Projet de thèse en Histoire du droit et des institutions

Sous la direction de Marc Bouvet.

Thèses en préparation à Angers , dans le cadre de École doctorale Droit et Science Politique Pierre Couvrat (Poitiers) depuis le 23-10-2012 .


  • Résumé

    La Charte du 4 juin 1814, fruit d’un octroi gracieux du Roi Louis XVIII, affirme dès son préambule que « l’autorité tout entière [réside] en France dans la personne du Roi », ce qui a pour conséquence de reconnaître explicitement sa pleine souveraineté à l’exclusion de toute autre. Même s’il n’est nullement question de rétablir une monarchie absolue, étant donné que le Roi accepte de limiter ses pouvoirs dans le cadre d’une monarchie limitée, ces limites n’existent, en théorie, que dans les bornes qu’il a lui-même fixées. En conséquence, les deux Chambres, la Chambre des pairs et la Chambre des députés, instaurées pour collaborer avec le Roi à l’exercice de la puissance législative ne peuvent, de prime abord, prétendre à une quelconque souveraineté, puisqu’elles tiennent uniquement leurs pouvoirs de la Charte. Toutefois, au regard des Règlements intérieurs respectifs que les Chambres se donnent aux mois de juin et juillet 1814, ainsi que des pratiques praeter, secundum, voire contra regulam, les Chambres exercent une souveraineté et, sous la Restauration, le Roi ne contrôle pas l’intégralité de l’édifice institutionnel. Au travers des modalités d’organisation et de l’activité quotidienne des deux Chambres, dans les faits, ces dernières interprètent librement et largement les textes, notamment la Charte constitutionnelle, ce qui leur permet de prendre des décisions de façon totalement souveraine.

  • Titre traduit

    The Rules of Procedure of the House of Peers and the House of Deputies during the French Restoration : the Houses’ Sovereignty between 1814 and 1830


  • Résumé

    The Constitutional Charter of 4 June 1814 results from King Louis XVIII’s free will and states in its preamble that “the entire authority [lies] in the King’s person in France” which means to expressly recognize his full sovereignty to the exclusion of any other entity.
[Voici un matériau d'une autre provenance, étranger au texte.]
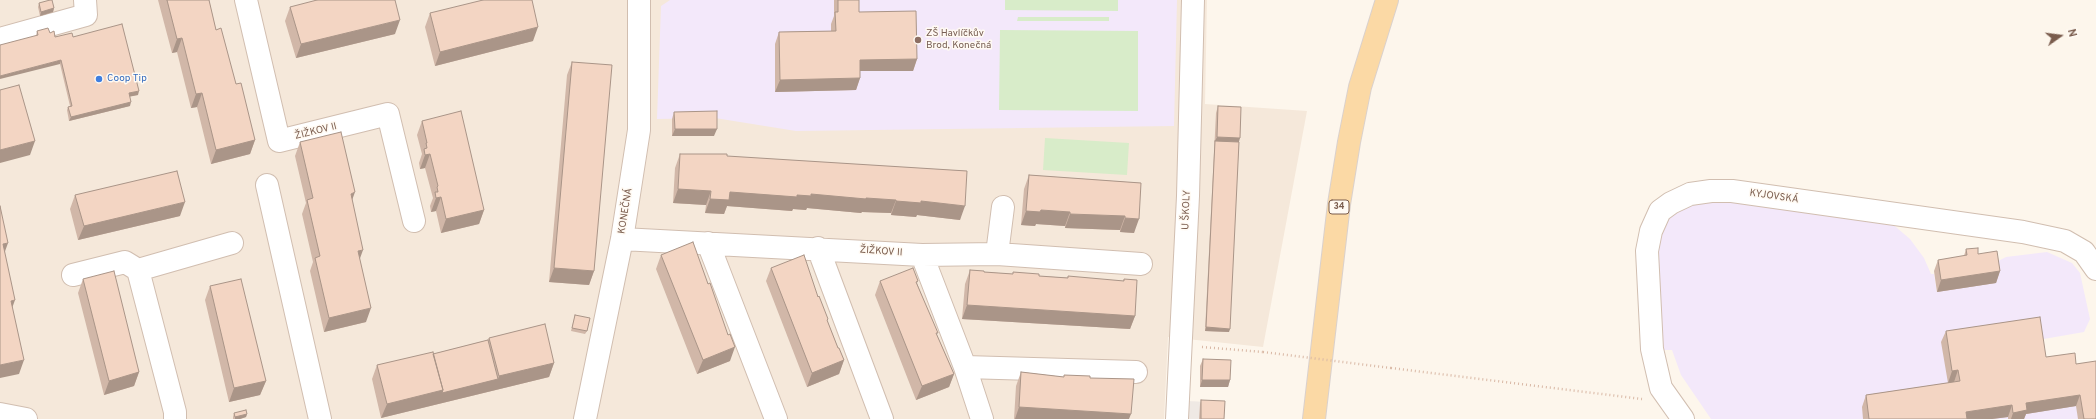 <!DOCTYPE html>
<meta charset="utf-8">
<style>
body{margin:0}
#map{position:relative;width:2096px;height:419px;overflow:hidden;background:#fdf6ec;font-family:Overpass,sans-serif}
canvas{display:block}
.north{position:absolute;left:2040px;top:16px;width:40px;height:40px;-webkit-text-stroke:3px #fffaf3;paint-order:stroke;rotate:76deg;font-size:11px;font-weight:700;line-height:16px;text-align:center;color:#7a5c4d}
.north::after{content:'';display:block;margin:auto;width:14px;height:18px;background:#7a5c4d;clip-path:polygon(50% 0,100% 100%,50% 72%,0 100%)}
</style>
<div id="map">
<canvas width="2096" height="419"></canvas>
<div class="north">N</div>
</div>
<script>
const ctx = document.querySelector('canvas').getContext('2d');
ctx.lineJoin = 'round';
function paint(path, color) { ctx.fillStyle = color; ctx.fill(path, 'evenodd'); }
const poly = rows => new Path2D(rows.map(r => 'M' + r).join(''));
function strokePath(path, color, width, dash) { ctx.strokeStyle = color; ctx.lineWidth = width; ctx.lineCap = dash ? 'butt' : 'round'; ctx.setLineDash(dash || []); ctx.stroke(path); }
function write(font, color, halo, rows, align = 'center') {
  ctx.font = font + ' Overpass,sans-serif'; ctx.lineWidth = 3; ctx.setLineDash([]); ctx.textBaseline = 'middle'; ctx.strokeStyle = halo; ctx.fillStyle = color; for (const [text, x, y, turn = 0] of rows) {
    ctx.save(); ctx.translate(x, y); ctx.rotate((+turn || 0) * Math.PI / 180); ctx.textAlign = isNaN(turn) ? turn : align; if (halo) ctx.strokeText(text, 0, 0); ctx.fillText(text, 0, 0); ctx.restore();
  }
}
const residential = poly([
 [0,0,1207,0,1205,104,1307,111,1263,347,1168,337,1164,419,0,419]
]);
const industrial = poly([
 [1188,401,1225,403,1224,419,1187,419]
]);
const education = poly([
 [670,0,1177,0,1174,126,796,131,715,118,657,119,661,6],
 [1716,198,1890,222,1910,239,1924,258,1931,274,1934,274,1937,292,2006,257,2047,252,2072,263,2080,273,2090,319,2084,332,2038,340,2042,368,2096,419,1711,419,1681,375,1672,350,1664,350,1660,331,1655,250,1666,220,1682,205]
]);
const green = poly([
 [1005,0,1118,0,1118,11,1005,10],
 [1018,17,1109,17,1109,21,1017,21],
 [1000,30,1138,31,1138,111,999,110],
 [1045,138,1129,143,1127,175,1043,170]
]);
const path = poly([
 [1202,347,1263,352],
 [1391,368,1642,399]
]);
const minor = poly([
 [246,0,279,141,388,114,414,221],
 [0,39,86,15,85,0],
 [267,185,320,419],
 [622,239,922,255,997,254,1141,264],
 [708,243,776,419],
 [818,248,882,419],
 [997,254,1003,207],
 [922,255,965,367,982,419],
 [138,270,175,412,175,419],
 [73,275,125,262,138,270,232,243],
 [965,367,1136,372],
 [0,414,26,419],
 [585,419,622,239,639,130,639,0],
 [1177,419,1188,196,1193,0],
 [1683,419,1661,388,1652,349,1647,251,1651,231,1660,211,1671,203,1690,194,1711,191,1732,191,2023,232,2065,241,2084,252,2096,269]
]);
const major = poly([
 [1314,419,1339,204,1349,142,1360,87,1387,0]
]);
const pathBridge = poly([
 [1263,352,1391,368]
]);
const wall = poly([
 [158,0,209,0,216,30,255,140,250,154,211,164,197,107,191,108,177,52,172,53],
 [834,0,859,0,859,12,917,59,913,71,860,71,860,78,856,90,775,92,775,44,779,32,831,31,831,24,834,16],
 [39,3,54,8,53,12,40,16,38,7],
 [290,7,395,34,296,58,285,21],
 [430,13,533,41,435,66,425,27],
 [37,31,50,33,55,37,73,37,138,95,130,96,130,106,69,121,67,110,68,107,70,106,60,64,36,36],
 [572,62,594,271,589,285,549,282,567,75],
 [1218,106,1239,142,1229,332,1205,331,1216,113],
 [674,112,714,136,672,136,672,119],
 [422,121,484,210,479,224,441,233,436,211,431,212,430,206,433,198,425,168,420,169,419,163,422,154,417,135],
 [300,142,352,201,360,260,366,322,324,332,310,271,313,262,302,214,306,203,295,156],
 [680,154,967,171,960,220,917,215,916,217,891,215,891,213,862,212,861,213,807,208,806,210,793,209,792,211,727,206,724,214,705,213,706,205,673,203,675,168],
 [1029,175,1141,183,1134,233,1120,232,1120,230,1065,228,1065,226,1036,224,1035,226,1021,225,1024,189],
 [75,195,180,216,78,240,70,209],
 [1966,249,1978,254,2000,271,1996,283,1937,292,1934,271,1938,260,1964,256],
 [661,255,730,361,697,374,656,269],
 [771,268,818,297,838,348,844,360,839,374,807,387,766,281],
 [970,270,984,272,1013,274,1013,272,1039,276,1123,281,1124,279,1135,316,1130,329,962,319,965,284],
 [83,279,139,372,134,386,104,395,78,293],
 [880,281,918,281,917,283,937,335,954,374,949,387,916,400,875,295],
 [210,286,266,381,260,395,229,402,205,300],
 [575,315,587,331,585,334,571,331],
 [1946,331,2046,357,2076,364,2096,419,2078,419,2076,406,2026,414,2024,419,2008,419,2008,417,1992,419,1863,419,1862,407,1866,395,1954,382,1948,383,1941,342],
 [489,338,554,363,549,377,381,418,372,379,377,365,433,354,488,340],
 [1203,359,1230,380,1228,387,1200,387,1200,366],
 [1021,372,1064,377,1064,375,1090,378,1129,419,1014,419,1016,386],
 [1201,400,1224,419,1199,419,1200,404],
 [234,413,247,414,246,417,240,419,233,419,233,417]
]);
const shadedWall = poly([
 [54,8,53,12,40,16,41,12],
 [400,20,395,34,296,58,301,44],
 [538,27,533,41,435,66,440,52],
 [182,38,177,52,172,53,177,39],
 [917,59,913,71,855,71,860,60],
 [61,60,60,64,0,79,0,76],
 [860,78,856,90,775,92,780,80],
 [139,91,138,95,128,97,129,93],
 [202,93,197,107,191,108,196,94],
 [131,102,130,106,69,121,71,117],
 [675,129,717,129,714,136,672,136],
 [1217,137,1240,138,1238,145,1215,141],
 [255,140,250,154,211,164,216,150],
 [35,141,30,155,0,163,0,150],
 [430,154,425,168,420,169,425,155],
 [678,189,711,191,706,205,673,203],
 [355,192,350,206,351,194],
 [730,192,797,195,811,194,896,200,891,213,862,212,861,213,807,208,806,210,793,209,792,211,727,206,724,214,705,213,710,199],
 [441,197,436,211,431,212,436,198],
 [896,201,921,201,965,206,960,220,917,215,916,217,891,215],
 [185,202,180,216,78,240,84,226],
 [484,210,479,224,441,233,446,219],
 [1041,210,1070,212,1065,226,1036,224,1035,226,1021,225,1026,211],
 [1070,214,1125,216,1120,230,1065,228],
 [1125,218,1139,219,1134,233,1120,232],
 [8,243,3,257,3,244],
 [363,250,358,264,358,251],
 [554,268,594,271,589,285,549,282],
 [2000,271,1996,283,1937,292,1941,280],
 [15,300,10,314,11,301],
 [967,305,1135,316,1130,329,962,319],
 [371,308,366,322,324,332,329,318],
 [1206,327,1230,329,1229,332,1205,331],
 [735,347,730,361,697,374,703,360],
 [24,360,19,374,0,378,0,365],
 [844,360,839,374,807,387,812,373],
 [554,363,549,377,381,418,387,404,443,390,498,379,499,376],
 [1958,370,1954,382,1948,383,1952,371],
 [139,372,134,386,104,395,109,381],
 [954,374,949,387,916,400,922,386],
 [1202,380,1230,380,1228,387,1200,387],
 [266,381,260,395,229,402,234,388],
 [2080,395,2076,406,2026,414,2024,419,2011,419,2013,413,2026,403],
 [2012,405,2008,417,1992,419,1964,419,1966,412],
 [1019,407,1131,414,1129,419,1015,419],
 [247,414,246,417,240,419,235,419,235,417]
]);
const building = poly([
 [50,0,52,0,54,8,41,12,39,3,50,0],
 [167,0,209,0,216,30,221,28,236,84,241,83,255,140,216,150,202,93,196,94,182,38,177,39,167,0],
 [317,0,395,0,400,20,301,44,290,7,317,0],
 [483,0,532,0,538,27,440,52,430,13,483,0],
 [838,0,859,0,859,12,916,11,917,59,860,60,860,78,780,80,779,32,836,31,835,12,838,12,838,0],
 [122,24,139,91,129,93,131,102,71,117,68,107,72,106,61,60,0,76,0,45,38,35,37,31,48,28,50,33,54,31,55,37,72,33,73,37,122,24],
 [572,62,612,65,594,271,554,268,572,62],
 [19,85,35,141,0,150,0,90,19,85],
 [1218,106,1241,107,1240,138,1217,137,1218,106],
 [461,111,484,210,446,219,441,197,436,198,435,192,438,192,437,187,438,186,430,154,425,155,424,149,427,148,426,143,427,143,422,121,461,111],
 [717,111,717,129,675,129,674,112,717,111],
 [341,132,355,192,351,194,363,250,358,251,371,308,329,318,315,258,320,256,307,200,313,198,300,142,341,132],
 [1215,141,1239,142,1230,329,1206,327,1215,141],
 [680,154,727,154,727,156,967,171,965,206,921,201,921,203,896,201,896,200,866,198,866,199,811,194,811,196,797,195,797,197,730,192,729,200,710,199,711,191,678,189,680,154],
 [177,171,185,202,84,226,75,195,177,171],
 [1029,175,1141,183,1139,219,1125,218,1125,216,1070,214,1070,212,1041,210,1040,212,1026,211,1029,175],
 [0,206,8,243,3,244,15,300,11,301,24,360,0,365,0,206],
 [693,242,708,284,710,283,728,335,730,334,735,347,703,360,661,255,693,242],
 [1978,248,1978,254,1997,251,2000,271,1941,280,1938,260,1967,255,1966,249,1978,248],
 [804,255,818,297,819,296,828,319,827,320,838,348,839,348,844,360,812,373,771,268,804,255],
 [913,268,918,281,916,282,938,333,936,333,954,374,922,386,880,281,913,268],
 [970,270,984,271,984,272,1013,274,1013,272,1039,274,1039,276,1068,278,1068,276,1124,281,1124,279,1137,280,1135,316,967,305,970,270],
 [114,271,139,372,109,381,83,279,114,271],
 [241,279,266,381,234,388,210,286,241,279],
 [575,315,590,318,587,331,572,328,575,315],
 [2040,317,2046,357,2075,353,2076,364,2096,361,2096,419,2084,419,2080,395,2026,403,2027,410,2013,413,2012,405,1966,412,1967,419,1869,419,1866,395,1960,381,1958,370,1952,371,1946,331,2040,317],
 [545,324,554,363,499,376,489,338,545,324],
 [488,340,498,379,442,393,443,390,433,354,488,340],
 [433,352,443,390,387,404,377,365,433,352],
 [1203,359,1231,360,1230,380,1202,380,1203,359],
 [1021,372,1064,377,1064,375,1090,376,1090,378,1134,379,1131,414,1019,407,1021,372],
 [1201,400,1225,401,1224,419,1201,419,1201,400],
 [246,410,247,414,235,417,234,413,246,410]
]);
const markers = [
 [918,40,4,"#8d6e63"],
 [99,79,4,"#3f7fe0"]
];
const shields = [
 [1339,207,20]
];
const shieldNames = [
 ["34",1339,207]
];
const educationNames = [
 ["ZŠ Havlíčkův",926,34],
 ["Brod, Konečná",926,46]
];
const shopNames = [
 ["Coop Tip",107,79]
];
const streetNames = [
 ["ŽIŽKOV II",316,132,-14],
 ["KYJOVSKÁ",1774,197,8],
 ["U ŠKOLY",1187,210,-88],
 ["KONEČNÁ",626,211,-81],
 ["ŽIŽKOV II",881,252,4]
];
paint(residential, '#f5e8da');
paint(industrial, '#efe9e4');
paint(education, '#f3e8fa');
paint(green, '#d8ecc9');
strokePath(minor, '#d1beb0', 24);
strokePath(major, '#dad1cd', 24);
strokePath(path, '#d9b8a5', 2.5, [1, 3]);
strokePath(minor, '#fff', 22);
strokePath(major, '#fbd9a5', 22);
strokePath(pathBridge, '#d9b8a5', 2.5, [1, 3]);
paint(wall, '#d1b7a8');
paint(shadedWall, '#aa9588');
paint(building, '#f3d5c3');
strokePath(building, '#aa9588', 1);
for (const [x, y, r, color] of markers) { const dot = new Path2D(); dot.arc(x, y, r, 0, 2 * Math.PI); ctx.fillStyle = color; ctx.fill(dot); strokePath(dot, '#fffaf3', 1.5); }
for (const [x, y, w] of shields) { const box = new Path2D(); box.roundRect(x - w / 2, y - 7, w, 14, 3); ctx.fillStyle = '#fffaf3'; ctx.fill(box); strokePath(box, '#7a5c4d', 1); }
write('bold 9px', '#7a5c4d', null, shieldNames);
write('10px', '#785e54', '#fffaf3', educationNames, 'left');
write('10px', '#366cbe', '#fffaf3', shopNames, 'left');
write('10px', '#7a5c4d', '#fffaf3', streetNames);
</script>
Even if restoring an absolute monarchy is out of the question – as the King accepts to limit his powers in the context of limited monarchy – these limits exist, in theory, only within confines set by the King himself. Therefore, both Houses, the House of Peers and the House of Deputies, which had been established to collaborate with the King in the exercise of legislative power, cannot, at first sight, claim any sovereignty, considering they hold their power from the Constitutional Charter. However, in light of the respective Rules of Procedure that both Houses establish in June and July 1814 as well as praeter, secundum, and even contra regulam usages, the Houses exert sovereignty and, under the French Restoration, the King does not completely control the institutional system. In fact, through their organizational arrangements and their daily practices, both Houses use a free and broad interpretation of the texts, among which the Constitutional Charter, which enables them to make decisions in an entirely sovereign way.